• _Problem requirements_
Reproduce the records below exactly, leaving their images out.

• _Supplied records_
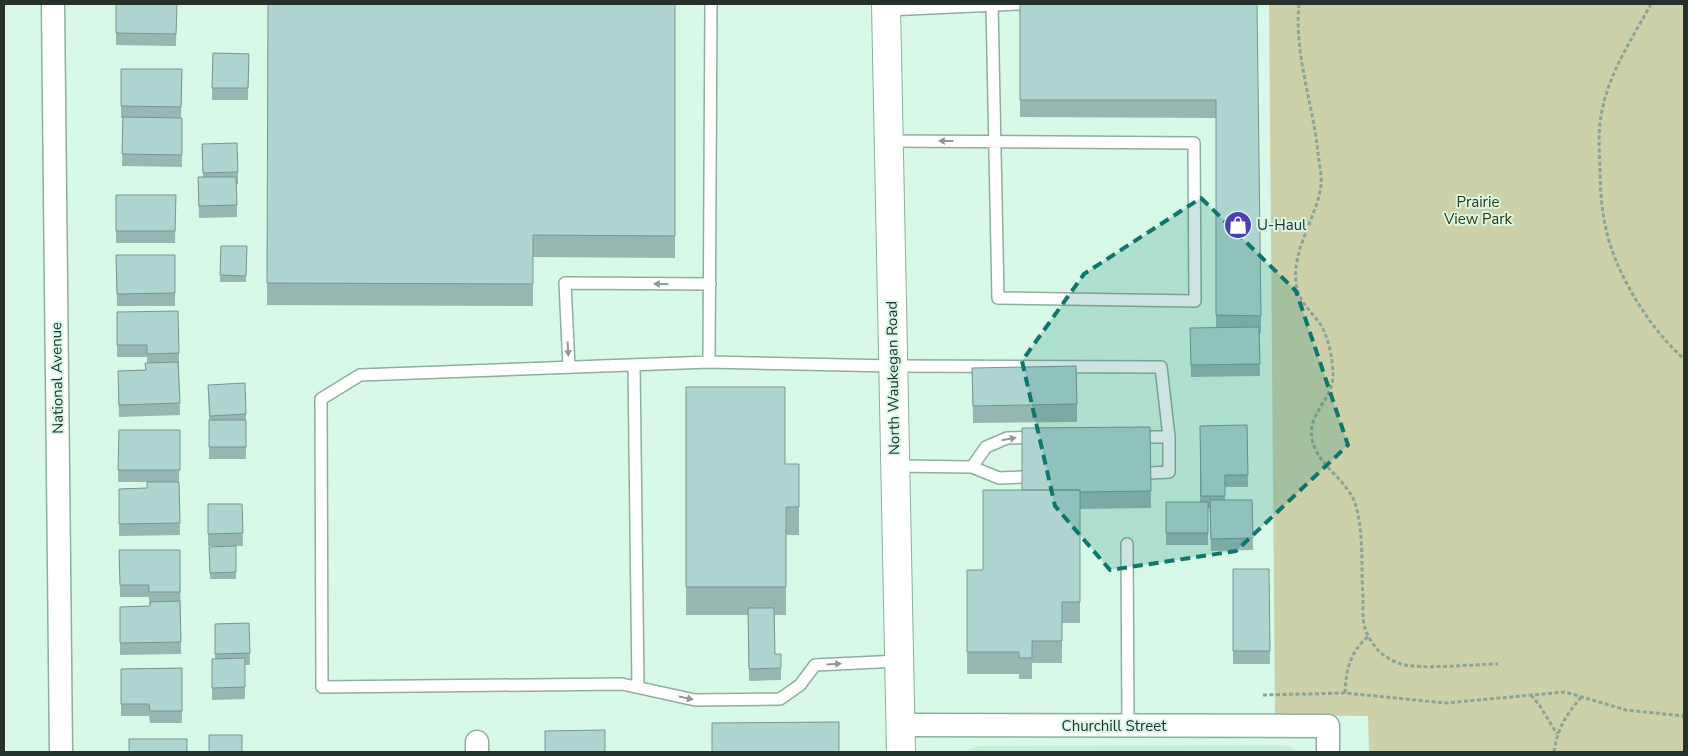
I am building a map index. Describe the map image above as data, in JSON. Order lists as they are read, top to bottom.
{
  "streets": {
    "main road": ["North Waukegan Road"],
    "street": ["National Avenue", "Churchill Street"]
  },
  "crossings": [
    ["North Waukegan Road", "Churchill Street"]
  ],
  "parks": ["Prairie View Park"],
  "places": {
    "shop": ["U-Haul"]
  }
}
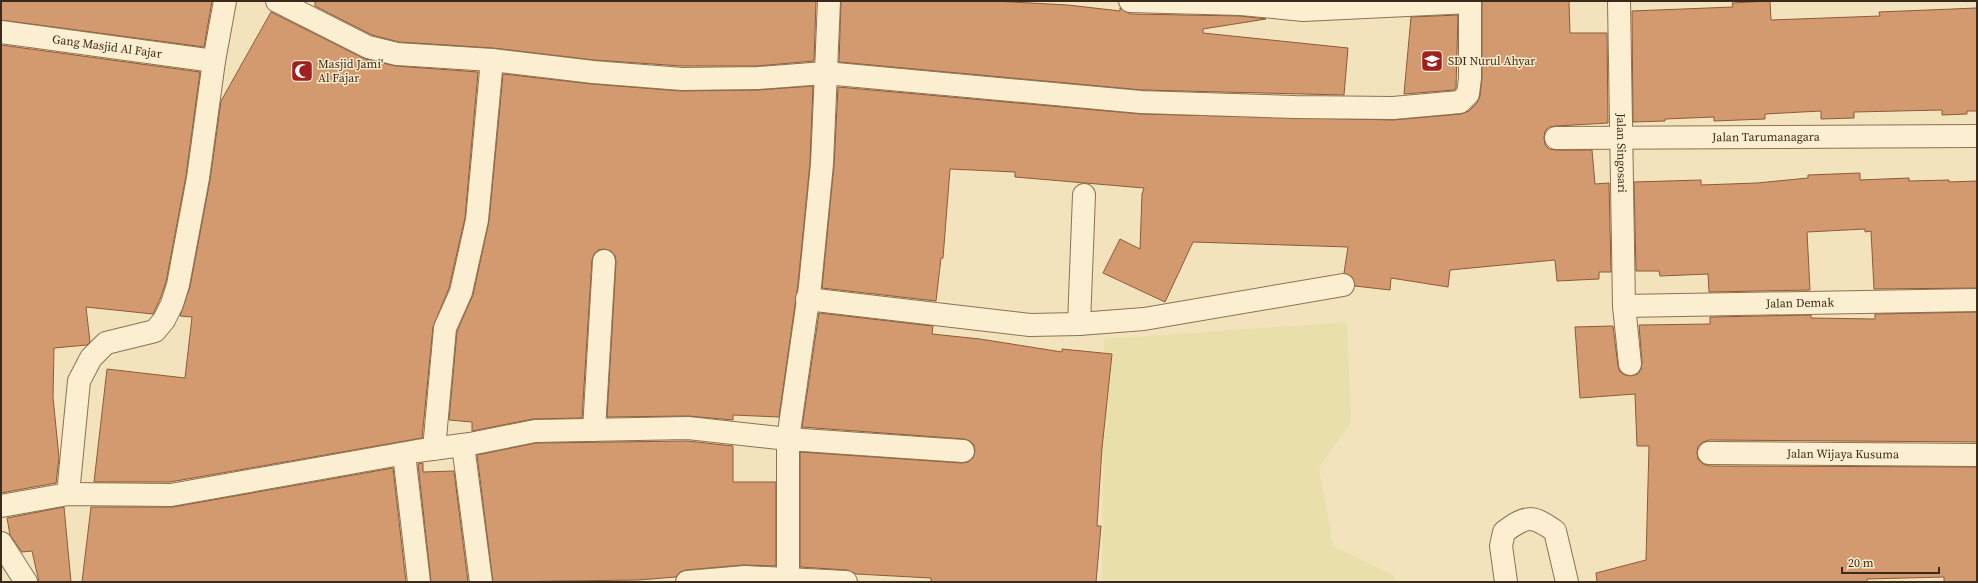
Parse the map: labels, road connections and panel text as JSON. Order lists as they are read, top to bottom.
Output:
{
  "streets": {
    "street": [
      "Gang Masjid Al Fajar",
      "Jalan Tarumanagara",
      "Jalan Singosari",
      "Jalan Demak",
      "Jalan Wijaya Kusuma"
    ]
  },
  "crossings": [
    ["Jalan Tarumanagara", "Jalan Singosari"],
    ["Jalan Singosari", "Jalan Demak"]
  ],
  "places": {
    "school or university": ["SDI Nurul Ahyar"],
    "mosque": ["Masjid Jami' Al Fajar"]
  },
  "scale_bar": "20 m"
}
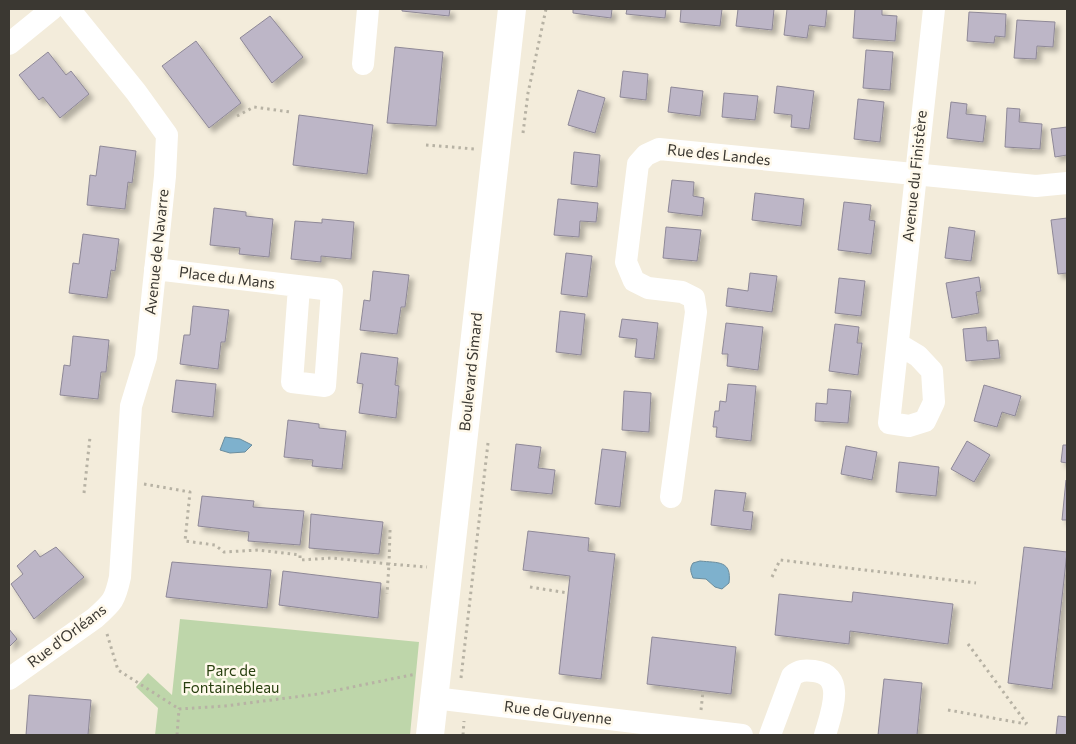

• _Result of this task_
I am building a map index. Describe the map image above as data, in JSON. Order lists as they are read, top to bottom.
{
  "streets": {
    "main road": ["North Waukegan Road"],
    "street": ["National Avenue", "Churchill Street"]
  },
  "crossings": [
    ["North Waukegan Road", "Churchill Street"]
  ],
  "parks": ["Prairie View Park"],
  "places": {
    "shop": ["U-Haul"]
  }
}
Parse the map: labels, road connections and panel text as JSON. Order lists as they are read, top to bottom.
Output:
{
  "streets": {
    "street": [
      "Gang Masjid Al Fajar",
      "Jalan Tarumanagara",
      "Jalan Singosari",
      "Jalan Demak",
      "Jalan Wijaya Kusuma"
    ]
  },
  "crossings": [
    ["Jalan Tarumanagara", "Jalan Singosari"],
    ["Jalan Singosari", "Jalan Demak"]
  ],
  "places": {
    "school or university": ["SDI Nurul Ahyar"],
    "mosque": ["Masjid Jami' Al Fajar"]
  },
  "scale_bar": "20 m"
}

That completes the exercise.